The main objection to this approach is that the virtual dimension will perform very poorly. While this may be true for very high volumes, or on poorly tuned or resourced databases, I maintain that with today’s evolving hardware appliances (e.g., Exadata, Exalogic) and the advent of in memory databases, these concerns will soon be a thing of the past.
UPDATE 26-May-2018 – Now 5 years later I have successfully done the above on Oracle. But now we also have Snowflake elastic cloud data warehouse where all the prior constraints are indeed eliminated. With Snowflake you can now easily chose to instantly add compute power if the view is too slow or do the work and processing to materialize the view. (end update)
Worst case, after you have validated the data with your users, you can always turn it into a materialized view or a physical table if you must.
So what do you think?

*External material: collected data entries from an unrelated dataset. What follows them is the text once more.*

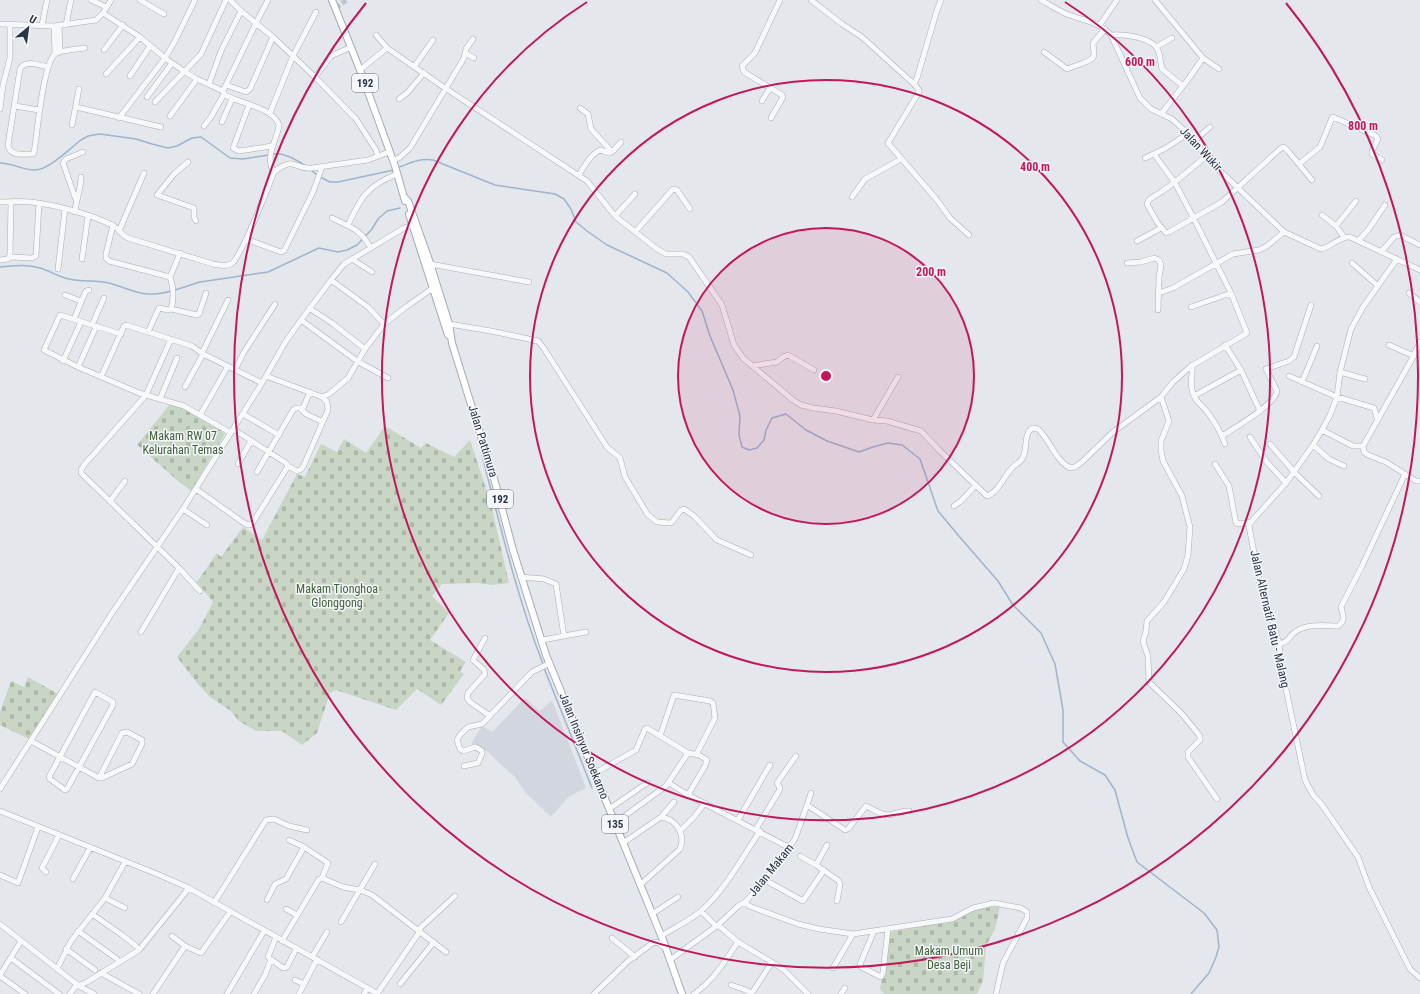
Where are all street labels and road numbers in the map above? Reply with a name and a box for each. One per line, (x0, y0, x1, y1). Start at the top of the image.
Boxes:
road number: 192 (352, 74, 378, 92)
street label: Jalan Wukir (1177, 124, 1225, 174)
street label: Jalan Pattimura (465, 403, 501, 479)
road number: 192 (487, 490, 513, 508)
street label: Jalan Alternatif Batu - Malang (1247, 549, 1293, 689)
street label: Jalan Insinyur Soekarno (556, 691, 612, 801)
road number: 135 (602, 815, 628, 833)
street label: Jalan Makam (746, 841, 796, 899)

Have you ever tried something like this? Let me know in the comments.
Get virtual, get agile!
The Data Warrior
P.S. I am giving a talk on Agile Data Warehouse Modeling at the East Coast Oracle Conference this week. If you are there, look me up and we can discuss this post in person!
Interesting. I am aware of other work that does not attempt to give each “dimension row version” it’s own skey. How do you create a junk dimension skey or any other skey where several tables need to be joined together and no one table has one row for every projection of the joins?
I have honestly never implemented a traditional junk dimension (never had the need).
In the case I am discussing here using Data Vault, since the Satellite tables are all related via a common Hub (based on a business key) and the joins are projected in the historical PIT table, I don’t have that issue. Without some table to project those joins (like the PIT table) I do not know how you could create the junk table with an skey via view. You would have to build it using traditional ETL techniques similar to how I build the PIT table during the data vault load process.
Without adding the skey to the PIT table, I could not build a virtual dimension with an skey either. (The only other option I ever came up with was to generate a virtual PK by applying an MD5 hash function to the Hub skey plus the PIT load date to get a unique key – but then that key would not be a standard integer surrogate).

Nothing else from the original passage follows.